PREVENZIONE – «Una cosa è certa – commenta Pierfranco Conte, professore all’Università di Padova e Direttore dell’Oncologia 2 dell’Istituto Oncologico Veneto Irccs -. Con gli screening sono aumentate enormemente le diagnosi di carcinoma mammario cosiddetto in situ: un tumore che non dà metastasi, ma che viene però trattato con la chirurgia e la radioterapia». Molti tumori, infatti, possono anche scomparire, ma una volta che vengono intercettati, è impossibile sapere se sono pericolosi oppure no e vengono curati comunque. Secondo molti esperti, però, non è ancora arrivato il momento di cancellare i programmi di prevenzione (nonostante lo si sia già fatto per un’altra neoplasia, quella della prostata, la cui diagnosi precoce viene fatta attraverso la misurazione del Psa, l’antigene prostatico specifico, nel sangue), ma sarebbe prima opportuno rivedere tutti gli studi finora condotti, compreso quello canadese. Che ha il merito di aver coinvolto 90mila donne e di essere durato 25 anni ed è finora il più ampio riportato dalla letteratura medica, ma che ha anche qualche limite.

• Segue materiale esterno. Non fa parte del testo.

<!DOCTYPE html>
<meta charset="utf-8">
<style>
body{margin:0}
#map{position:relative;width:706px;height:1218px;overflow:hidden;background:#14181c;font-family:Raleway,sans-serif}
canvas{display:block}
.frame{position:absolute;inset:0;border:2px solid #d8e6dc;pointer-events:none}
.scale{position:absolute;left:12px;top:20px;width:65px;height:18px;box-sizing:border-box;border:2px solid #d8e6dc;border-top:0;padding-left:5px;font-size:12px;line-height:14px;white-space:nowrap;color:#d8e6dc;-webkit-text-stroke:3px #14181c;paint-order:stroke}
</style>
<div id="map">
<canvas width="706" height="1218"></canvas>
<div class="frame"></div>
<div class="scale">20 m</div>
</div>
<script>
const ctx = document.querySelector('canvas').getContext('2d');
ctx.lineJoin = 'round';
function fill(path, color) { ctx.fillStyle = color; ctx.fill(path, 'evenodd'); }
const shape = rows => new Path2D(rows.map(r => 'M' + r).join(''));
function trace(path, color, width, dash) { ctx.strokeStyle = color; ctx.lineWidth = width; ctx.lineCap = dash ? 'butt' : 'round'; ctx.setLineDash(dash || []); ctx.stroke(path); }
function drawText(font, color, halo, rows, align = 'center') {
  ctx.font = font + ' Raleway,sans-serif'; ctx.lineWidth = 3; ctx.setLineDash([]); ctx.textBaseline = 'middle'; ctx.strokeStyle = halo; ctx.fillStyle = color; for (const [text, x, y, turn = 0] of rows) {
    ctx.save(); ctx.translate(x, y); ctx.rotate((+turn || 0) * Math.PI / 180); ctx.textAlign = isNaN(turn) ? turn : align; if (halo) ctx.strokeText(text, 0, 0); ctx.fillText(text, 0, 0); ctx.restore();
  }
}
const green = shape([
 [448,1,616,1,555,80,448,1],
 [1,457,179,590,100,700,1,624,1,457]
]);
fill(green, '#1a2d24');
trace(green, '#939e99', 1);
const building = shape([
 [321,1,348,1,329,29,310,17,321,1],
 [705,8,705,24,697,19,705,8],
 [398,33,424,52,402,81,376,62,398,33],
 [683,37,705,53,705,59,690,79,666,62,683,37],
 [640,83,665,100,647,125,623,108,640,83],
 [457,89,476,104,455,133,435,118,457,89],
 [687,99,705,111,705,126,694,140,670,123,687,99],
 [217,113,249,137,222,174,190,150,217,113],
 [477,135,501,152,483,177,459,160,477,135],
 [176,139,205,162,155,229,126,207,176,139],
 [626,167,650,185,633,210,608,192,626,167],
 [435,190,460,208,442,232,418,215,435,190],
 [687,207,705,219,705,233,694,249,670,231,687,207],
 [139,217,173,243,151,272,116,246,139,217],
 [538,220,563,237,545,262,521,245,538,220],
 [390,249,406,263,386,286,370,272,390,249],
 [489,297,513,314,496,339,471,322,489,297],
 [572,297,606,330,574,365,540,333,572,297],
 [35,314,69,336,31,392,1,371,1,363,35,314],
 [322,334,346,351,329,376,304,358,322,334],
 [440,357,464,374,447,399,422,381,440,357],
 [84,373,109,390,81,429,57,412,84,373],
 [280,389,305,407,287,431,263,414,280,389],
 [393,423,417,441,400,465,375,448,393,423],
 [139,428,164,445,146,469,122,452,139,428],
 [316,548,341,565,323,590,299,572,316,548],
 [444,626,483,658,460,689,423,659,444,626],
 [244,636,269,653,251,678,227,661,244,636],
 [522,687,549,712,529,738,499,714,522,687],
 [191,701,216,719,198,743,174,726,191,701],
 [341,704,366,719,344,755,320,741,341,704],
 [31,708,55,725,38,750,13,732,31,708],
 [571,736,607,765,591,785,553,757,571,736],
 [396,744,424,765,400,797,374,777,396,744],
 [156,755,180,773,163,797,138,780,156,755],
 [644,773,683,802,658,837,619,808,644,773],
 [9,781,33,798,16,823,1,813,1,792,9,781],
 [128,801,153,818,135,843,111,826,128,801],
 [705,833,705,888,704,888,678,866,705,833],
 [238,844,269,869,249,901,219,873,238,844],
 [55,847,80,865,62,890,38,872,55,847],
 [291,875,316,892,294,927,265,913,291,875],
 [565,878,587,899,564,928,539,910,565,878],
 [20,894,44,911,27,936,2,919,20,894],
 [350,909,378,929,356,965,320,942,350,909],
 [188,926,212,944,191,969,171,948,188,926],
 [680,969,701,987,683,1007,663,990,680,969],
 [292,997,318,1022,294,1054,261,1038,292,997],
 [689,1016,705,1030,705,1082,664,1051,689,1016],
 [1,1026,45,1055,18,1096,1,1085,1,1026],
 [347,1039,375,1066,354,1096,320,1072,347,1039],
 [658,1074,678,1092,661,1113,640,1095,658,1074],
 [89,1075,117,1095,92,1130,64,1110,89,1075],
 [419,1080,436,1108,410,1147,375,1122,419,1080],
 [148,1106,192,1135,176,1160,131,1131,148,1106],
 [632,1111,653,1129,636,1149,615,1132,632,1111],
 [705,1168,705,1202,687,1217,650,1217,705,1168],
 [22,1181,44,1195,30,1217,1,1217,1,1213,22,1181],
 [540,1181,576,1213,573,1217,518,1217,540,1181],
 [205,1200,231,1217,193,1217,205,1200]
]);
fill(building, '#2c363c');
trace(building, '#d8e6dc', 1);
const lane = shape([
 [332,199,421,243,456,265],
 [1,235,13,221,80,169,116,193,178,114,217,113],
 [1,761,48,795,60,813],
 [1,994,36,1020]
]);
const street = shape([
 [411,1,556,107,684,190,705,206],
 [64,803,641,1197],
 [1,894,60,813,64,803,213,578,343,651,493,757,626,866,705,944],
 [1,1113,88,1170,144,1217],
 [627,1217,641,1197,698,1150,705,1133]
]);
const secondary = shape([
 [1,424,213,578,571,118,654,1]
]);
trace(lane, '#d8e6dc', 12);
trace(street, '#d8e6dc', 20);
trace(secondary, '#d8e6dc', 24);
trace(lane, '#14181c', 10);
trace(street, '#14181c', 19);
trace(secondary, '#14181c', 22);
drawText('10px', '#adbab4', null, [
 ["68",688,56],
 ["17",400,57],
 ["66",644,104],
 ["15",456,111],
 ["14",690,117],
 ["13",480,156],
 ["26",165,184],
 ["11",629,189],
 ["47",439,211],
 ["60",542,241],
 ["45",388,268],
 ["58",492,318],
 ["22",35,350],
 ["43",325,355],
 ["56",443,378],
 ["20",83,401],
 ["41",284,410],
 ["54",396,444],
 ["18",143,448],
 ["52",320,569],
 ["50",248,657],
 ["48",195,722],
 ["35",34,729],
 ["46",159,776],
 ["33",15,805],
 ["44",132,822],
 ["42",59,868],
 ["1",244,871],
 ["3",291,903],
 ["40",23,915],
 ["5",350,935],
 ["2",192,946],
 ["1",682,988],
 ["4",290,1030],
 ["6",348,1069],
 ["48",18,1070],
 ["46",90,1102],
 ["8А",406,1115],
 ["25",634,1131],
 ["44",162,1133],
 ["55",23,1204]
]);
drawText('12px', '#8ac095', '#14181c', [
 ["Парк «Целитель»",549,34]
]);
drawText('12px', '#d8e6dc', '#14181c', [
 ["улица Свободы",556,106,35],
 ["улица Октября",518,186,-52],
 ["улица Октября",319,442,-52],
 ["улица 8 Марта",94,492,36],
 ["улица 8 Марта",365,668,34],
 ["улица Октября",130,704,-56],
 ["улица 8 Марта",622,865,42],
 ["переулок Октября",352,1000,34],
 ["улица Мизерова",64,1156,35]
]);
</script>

SOPRAVVIVENZA – «I canadesi hanno scelto la sopravvivenza come parametro per valutare l’efficacia dello screening – spiega Francesco Di Costanzo, direttore dell’Oncologia nell’Azienda ospedaliera-universitaria Careggi di Firenze – ma probabilmente non è il migliore, soprattutto quando si misura su un lungo arco di tempo. Nel frattempo, infatti, possono intervenire altre malattie che possono portare a morte e confondono i dati. E poi bisogna considerare le macchine: un mammografo di 25 anni fa non è come uno di oggi: il potere diagnostico di questi strumenti è migliorato moltissimo». I dati canadesi, d’altra parte, fanno capire che è arrivato il momento di ripensare i modelli di screening e suggeriscono di tener conto non soltanto della loro efficacia, ma anche dei costi. «Intanto questi risultati dovrebbero scoraggiare certe fughe in avanti – continua Conte -. E cioè l’estensione dello screening: al di sotto dei 45 anni e al di sopra dei 70 non trova attualmente giustificazione». E poi la medicina sta cambiando rapidamente. Il tumore al seno non è una sola malattia, ma un insieme di malattie diverse da un punto di vista genetico, alcune più aggressive, altre indolenti, che hanno in comune solo il fatto di manifestarsi nello stesso organo: la mammella.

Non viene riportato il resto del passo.